Gear Tooth Bending (Fatigue) Failure Mode

To calculate the bending safety factor, the following equation is used:

$$ S_F = \frac{\sigma_{FP}}{\sigma_{max,bending}} \frac{Y_N}{Y_\theta Y_Z} $$

Where:

• $\bold{Y_N}$: stress cycle factor
• $\bold{Y_\theta}$: temperature factor
• $\bold{Y_Z}$: reliability factor
• $\boldsymbol{\sigma}_{\bold{FP}}$: bending fatigue strength

And $\boldsymbol{\sigma}_{\bold{max,bending}}$, the maximum tooth gear gending stress, is calculated according to the following equation:

$$ \sigma_{max,bending} = F_t K_O K_B K_v K_H K_S \frac{1}{b.m_t Y_J} $$

Where:

• $\bold{F_t}$: tangential force on gear
• $\bold{K_O}$: overload factor
• $\bold{K_B}$: rim-thickness factor
• $\bold{K_v}$: dynamic factor
• $\bold{K_H}$: load distribution factor
• $\bold{K_S}$: size factor
• $\bold{b}$: minimum tooth width between driver and driven gears
• $\bold{m_t}$: transverse module
• $\bold{Y_J}$: bending strength geometry factor

Obviously, obtaining all these factors to eventually calculate the safety factor is indeed an arduous endeavor. PyGRITbx demands mainly the given information and it will calculate all these factors, the maximum tooth gear bending stress, as well as the bending safety factor.

For gear R1, we know:

• it exchanges forces through gear mesh M1
• the power source is Uniform
• the driven machine is Uniform
• the shaft diameter is 35 [mm]
• load distribution factor coefficient $\bold{C_e}$ is equal to 1
• teeth condition is uncrowned teeth
• suspended shaft length is $\bold{a_1 + b_1}$
• use condition is for Commercial, enclosed units
• bending fatigue strength is equal to 320 [MPa]
• stress cycle factor model: $\bold{Y_N = 1.3558.N^{-0.0178}}$
• number of cycles is equal to $\bold{10^8}$
• temperature is equal to 60 [$\bold{\degree C}$]
• reliability is equal to 99%

Given this information, we can perform the gear tooth bending analysis by executing the following code:

# Gear R1: Gear Tooth Bending Safety Factor
R1.analyseGearToothBending(mesh=M1, powerSource="Uniform", drivenMachine="Uniform", 
                           dShaft=35, Ce=1, teethCond="uncrowned teeth", lShaft=a1+b1, 
                           useCond="Commercial, enclosed units", sigma_FP=320, b_YN=1.3558, 
                           e_YN=-0.0178, N=1e8, temp=60, rel=0.99)
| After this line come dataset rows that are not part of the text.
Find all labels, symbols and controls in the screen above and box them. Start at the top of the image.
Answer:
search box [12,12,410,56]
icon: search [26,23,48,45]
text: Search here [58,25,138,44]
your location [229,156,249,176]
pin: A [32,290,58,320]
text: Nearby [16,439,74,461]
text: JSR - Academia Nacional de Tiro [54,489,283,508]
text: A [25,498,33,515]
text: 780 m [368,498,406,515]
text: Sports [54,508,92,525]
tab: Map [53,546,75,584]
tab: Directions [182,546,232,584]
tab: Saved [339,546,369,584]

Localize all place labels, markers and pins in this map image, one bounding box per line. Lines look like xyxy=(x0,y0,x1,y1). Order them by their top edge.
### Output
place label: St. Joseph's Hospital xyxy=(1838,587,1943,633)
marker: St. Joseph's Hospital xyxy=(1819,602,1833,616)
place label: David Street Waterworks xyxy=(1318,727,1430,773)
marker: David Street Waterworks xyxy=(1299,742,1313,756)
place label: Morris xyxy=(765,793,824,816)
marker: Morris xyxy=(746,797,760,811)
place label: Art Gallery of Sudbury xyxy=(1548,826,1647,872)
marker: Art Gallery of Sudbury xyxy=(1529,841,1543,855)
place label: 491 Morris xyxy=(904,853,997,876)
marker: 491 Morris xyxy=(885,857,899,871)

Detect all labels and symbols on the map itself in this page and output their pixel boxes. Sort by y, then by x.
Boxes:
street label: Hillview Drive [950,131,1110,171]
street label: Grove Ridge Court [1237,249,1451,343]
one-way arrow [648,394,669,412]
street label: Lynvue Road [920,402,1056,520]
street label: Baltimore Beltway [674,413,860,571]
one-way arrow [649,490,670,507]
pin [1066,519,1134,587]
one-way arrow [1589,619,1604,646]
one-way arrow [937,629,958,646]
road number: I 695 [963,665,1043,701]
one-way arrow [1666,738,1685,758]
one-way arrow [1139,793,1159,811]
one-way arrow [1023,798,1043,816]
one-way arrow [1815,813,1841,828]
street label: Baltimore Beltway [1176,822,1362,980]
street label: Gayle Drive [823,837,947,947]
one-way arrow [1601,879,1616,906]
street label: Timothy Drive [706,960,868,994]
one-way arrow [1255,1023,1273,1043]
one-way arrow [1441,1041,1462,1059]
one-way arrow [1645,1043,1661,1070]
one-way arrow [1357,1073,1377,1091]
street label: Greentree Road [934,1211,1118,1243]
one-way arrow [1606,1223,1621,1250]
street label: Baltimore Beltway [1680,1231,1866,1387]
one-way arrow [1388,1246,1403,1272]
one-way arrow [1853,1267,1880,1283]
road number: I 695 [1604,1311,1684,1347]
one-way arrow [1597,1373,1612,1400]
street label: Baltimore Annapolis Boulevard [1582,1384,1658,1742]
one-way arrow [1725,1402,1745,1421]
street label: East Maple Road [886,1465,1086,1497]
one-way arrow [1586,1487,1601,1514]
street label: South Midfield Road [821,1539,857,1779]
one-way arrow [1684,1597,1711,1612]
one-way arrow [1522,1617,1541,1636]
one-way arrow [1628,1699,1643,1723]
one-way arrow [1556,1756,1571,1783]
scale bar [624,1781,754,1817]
This should produce the output shown in Figure 1.

We can then print out all the calculated factors using the following code block:

# Print Calculated Factors
# Overload Factor
print(f"Overload factor: {R1.K_0:.2f}")

# Output: Overload factor: 1.00

#----------------------------------------------------------

# Rim-Thickness Factor
print(f"Rim-Thickness Factors: {R1.K_B:.2f}")

# Output: Rim-Thickness Factors: 2.14

#----------------------------------------------------------

# Dynamic Factor
print(f"Dynamic Factor: {R1.K_v:.2f}")

# Output: Dynamic Factor: 1.54

#----------------------------------------------------------

# Load Distribution Factor
print(f"Load Distribution Factor: {R1.K_H:.2f}")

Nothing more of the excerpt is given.